Spencer Gerhardt: Ticking Stripe Book Launch
Karma Bookstore
New York, NY 10009
In conversation with painter Matt Connors and writer Philip Ording, composer and mathematician Spencer Gerhardt presents Ticking Stripe, a collection of essays linking notions of continuity and construction across the boundaries of math, minimalist music, and contemporary art. Gerhardt offers new, and deeply informed interpretations of musical minimalism and the 1960s avant-garde, viewed through the lens of trailblazing artists such as La Monte Young, Marian Zazeela, Catherine Christer Hennix, Henry Flynt, and Tony Conrad.
Ticking Stripe pairs the spirit of L. E. J. Brouwer—a mathematician who brilliantly, and controversially, sought to reconstruct the continuum in his own philosophical terms called intuitionism—with the ambitions of pioneering minimalists who combined continued constructions, idealized processes of introspection, and conceptual world-building with a host of philosophical, scientific, and spiritual concerns. Informed by his own work as a professional mathematician and composer, Gerhardt explores the depths of these disparate traditions, finding unlikely areas of commonality. Spanning more than two decades, these essays feature rich historical explorations of minimalist music, writing on contemporary art, and work in logic and algebra, all approached with clarity and technical aplomb.
Spencer Gerhardt is a composer and mathematician. His music engages constructive, introspective, and romantic traditions. For more than twenty years, Gerhardt has written solo piano music, piano-based songs, and works of minimalism. He studied raga with La Monte Young and Marian Zazeela, piano performance with Sung-Hwa Park, and has collaborated with artists such as Thomas Ankersmit and Charles Curtis. Gerhardt has a record forthcoming on Blank Forms Editions. Gerhardt is an Assistant Teaching Professor of Mathematics at the University of Southern California. His research focuses on algebraic groups, often viewed in connection with problems in finite group theory and representation theory. Prior to his work in algebra, he studied logic and philosophy in the Brouwerian tradition at the University of Amsterdam, where he received a Master of Science.
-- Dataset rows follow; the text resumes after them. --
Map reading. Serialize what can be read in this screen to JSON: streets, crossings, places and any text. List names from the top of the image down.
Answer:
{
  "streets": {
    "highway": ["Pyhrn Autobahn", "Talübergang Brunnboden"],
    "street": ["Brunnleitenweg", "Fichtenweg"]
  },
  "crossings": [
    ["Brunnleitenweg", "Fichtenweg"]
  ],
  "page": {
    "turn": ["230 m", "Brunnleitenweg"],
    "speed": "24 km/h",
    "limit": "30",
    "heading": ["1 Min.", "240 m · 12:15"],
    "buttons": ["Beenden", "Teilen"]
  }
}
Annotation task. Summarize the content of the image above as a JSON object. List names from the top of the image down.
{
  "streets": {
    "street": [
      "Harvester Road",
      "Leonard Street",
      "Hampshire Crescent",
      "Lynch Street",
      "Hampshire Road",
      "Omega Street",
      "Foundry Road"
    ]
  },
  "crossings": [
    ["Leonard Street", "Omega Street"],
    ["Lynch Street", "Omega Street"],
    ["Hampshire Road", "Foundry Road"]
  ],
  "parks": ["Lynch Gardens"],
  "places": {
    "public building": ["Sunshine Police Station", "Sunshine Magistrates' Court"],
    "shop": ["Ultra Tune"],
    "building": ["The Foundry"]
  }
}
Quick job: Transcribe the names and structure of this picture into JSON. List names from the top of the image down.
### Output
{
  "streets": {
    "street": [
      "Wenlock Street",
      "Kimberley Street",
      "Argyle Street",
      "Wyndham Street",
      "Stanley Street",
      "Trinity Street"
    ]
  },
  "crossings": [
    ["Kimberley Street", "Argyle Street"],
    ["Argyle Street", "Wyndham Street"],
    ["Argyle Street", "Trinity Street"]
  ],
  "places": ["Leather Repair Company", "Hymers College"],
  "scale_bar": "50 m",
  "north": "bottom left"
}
Gerhardt has written about art and music in this context, in particular the philosophical underpinnings of minimalism.
Matt Connors (b. 1973) lives and works in New York and Los Angeles. He was included in the 2022 edition of the Whitney Biennial, Quiet as It's Kept, Whitney Museum of American Art, New York. Other institutional exhibitions include: Goldsmith CCA, London (2024); Lismore Castle, Waterford, Ireland (2022); Le Consortium, Dijon (2018); Kunstmuseum Bonn (2015); MoMA, New York (2014) Walker Art Center, Minneapolis (2013); MoMA PS1, New York (2012), Kunsthalle Düsseldorf, Germany (2011). In 2015, Matt Connors was a resident at the Chinati Foundation, Marfa, Texas. In 2012, he published the award-winning book A Bell is a Cup.
Philip Ording is an Associate Professor in the Department of Mathematics and Science at the Pratt Institute. In addition to teaching mathematics at Columbia University, the City University of New York, and Sarah Lawrence College, he has worked as a consultant in art and design studios throughout New York since 2003. He is author of the award-winning book 99 Variations on a Proof (Princeton, 2019) and coeditor of Simplicity: Ideals of Practice in Mathematics and the Arts (Springer, 2017). His research and writing appear in the American Journal of Mathematics, Journal of Knot Theory and Its Ramifications, Cabinet, Bulletins of the Serving Library, American Mathematical Society History of Mathematics series, and elsewhere.